In that case it's probably better to consult / cooperate with a security expert instead of messing around with stuff you do not really understand, because that can be dangerous. Yes, that can cost you quite *some* $$$, because the really good people don't work for peanuts.
 

Biker

Well-known member
#17
Literally the only danger of spreading would be in portable hard disks that actually bother to implement firmware updates over usb, and it would be astronomically hard to exploit.
Not necessarily. Read up on Icelord and Mebromi. Both infect your BIOS and MBR.
 

Fred Sherman

Well-known member
#18
Don't want to get too deeply into this, but don't think of a virus as a program. Think of a virus as a weapons system. You have delivery and payload. Even the payload can be complex, like a MIRV warhead. The "re-entry vehicle" can be chosen based on an IFDEF conditional in the delivery system, to select it for the proper OS, BIOS, firmware detected.

So yes, not only can a virus in a VM affect the host computer, but also the hypervisor, the BIOS. and other VMs.
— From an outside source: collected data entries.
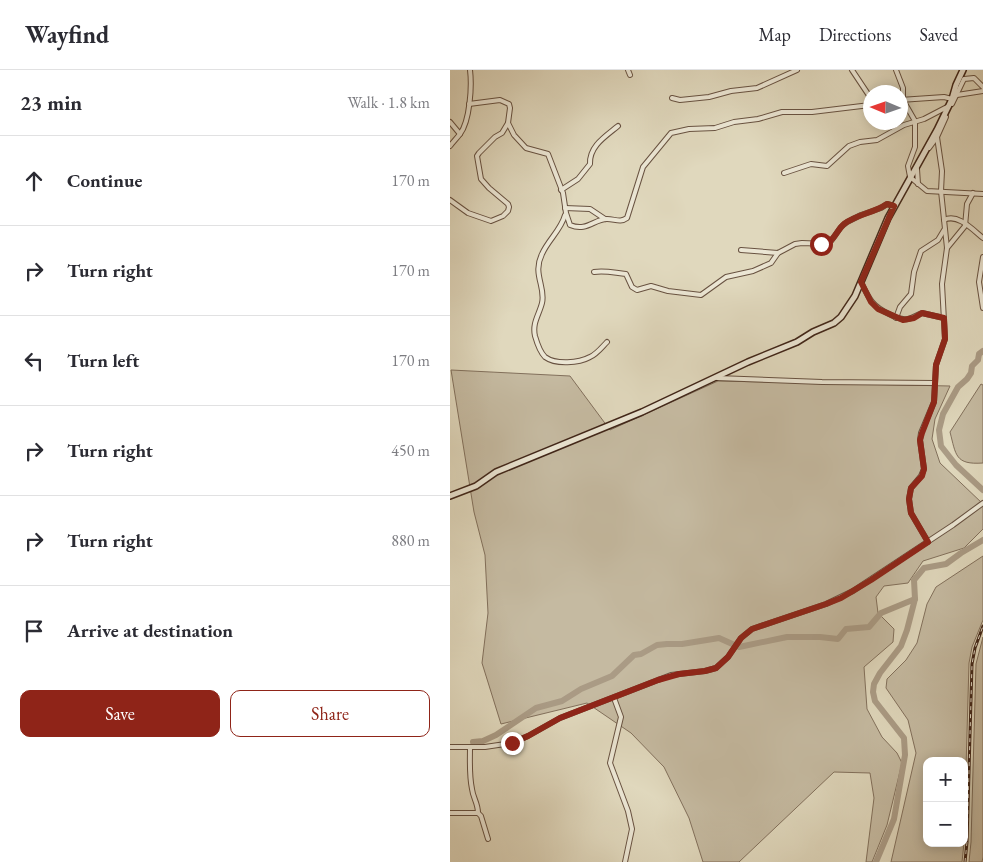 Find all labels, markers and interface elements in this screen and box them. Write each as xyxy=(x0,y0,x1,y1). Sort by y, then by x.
text: Wayfind xyxy=(25,19,109,50)
text: Map xyxy=(759,23,791,46)
text: Directions xyxy=(819,23,891,46)
text: Saved xyxy=(919,23,958,46)
north arrow xyxy=(863,85,908,130)
text: 23 min xyxy=(20,89,82,116)
text: Walk · 1.8 km xyxy=(347,92,430,113)
icon: ahead xyxy=(20,167,48,195)
text: Continue xyxy=(67,168,142,193)
text: 170 m xyxy=(391,170,430,191)
route start xyxy=(810,233,833,256)
icon: right xyxy=(20,257,48,285)
text: Turn right xyxy=(67,258,153,283)
text: 170 m xyxy=(391,260,430,281)
icon: left xyxy=(20,347,48,375)
text: Turn left xyxy=(67,348,139,373)
text: 170 m xyxy=(391,350,430,371)
icon: right xyxy=(20,437,48,465)
text: Turn right xyxy=(67,438,153,463)
text: 450 m xyxy=(391,440,430,461)
icon: right xyxy=(20,527,48,555)
text: Turn right xyxy=(67,528,153,553)
text: 880 m xyxy=(391,530,430,551)
icon: arrive xyxy=(20,617,48,645)
text: Arrive at destination xyxy=(67,618,233,643)
button: Save xyxy=(20,690,220,737)
button: Share xyxy=(230,690,430,737)
route end xyxy=(501,732,524,755)
map controls xyxy=(923,757,968,847)
button: + xyxy=(923,757,968,802)
button: − xyxy=(923,802,968,847) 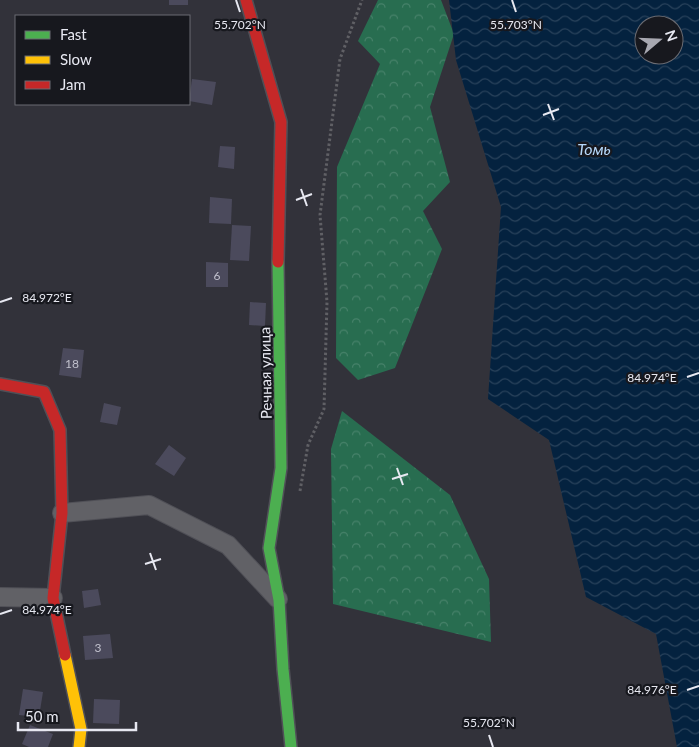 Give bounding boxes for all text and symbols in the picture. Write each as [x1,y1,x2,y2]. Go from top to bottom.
legend [15,15,190,105]
north arrow [634,15,684,65]
text: 55.702°N [214,17,266,32]
text: 55.703°N [490,17,542,32]
text: Fast [60,25,87,43]
text: N [662,28,682,43]
text: Slow [60,50,92,68]
text: Jam [60,75,86,93]
water label: Томь [577,139,611,158]
house number: 6 [214,268,221,283]
text: 84.972°E [22,290,72,305]
street label: Речная улица [255,327,275,419]
house number: 18 [65,356,79,371]
text: 84.974°E [627,370,677,385]
text: 84.974°E [22,602,72,617]
house number: 3 [95,640,102,655]
text: 84.976°E [627,682,677,697]
scale bar [18,700,135,732]
text: 50 m [25,707,59,725]
text: 55.702°N [463,715,515,730]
It can replicate itself via ethernet or the SAN and affect the entire house, office, and/or datacenter. It can leap from to different operating systems. It all depends on the sophistication of the virus. And with many countries actively wngaging in cyberwarfare, viruses are becoming increasingly sophisticated.
 

=MGN=RedEagle

Well-known member
#19
Don't want to get too deeply into this, but don't think of a virus as a program. Think of a virus as a weapons system. You have delivery and payload. Even the payload can be complex, like a MIRV warhead. The "re-entry vehicle" can be chosen based on an IFDEF conditional in the delivery system, to select it for the proper OS, BIOS, firmware detected.

So yes, not only can a virus in a VM affect the host computer, but also the hypervisor, the BIOS. and other VMs. It can replicate itself via ethernet or the SAN and affect the entire house, office, and/or datacenter. It can leap from to different operating systems. It all depends on the sophistication of the virus. And with many countries actively wngaging in cyberwarfare, viruses are becoming increasingly sophisticated.
Do you know if they can jump via a wireless router to different computers within the same house?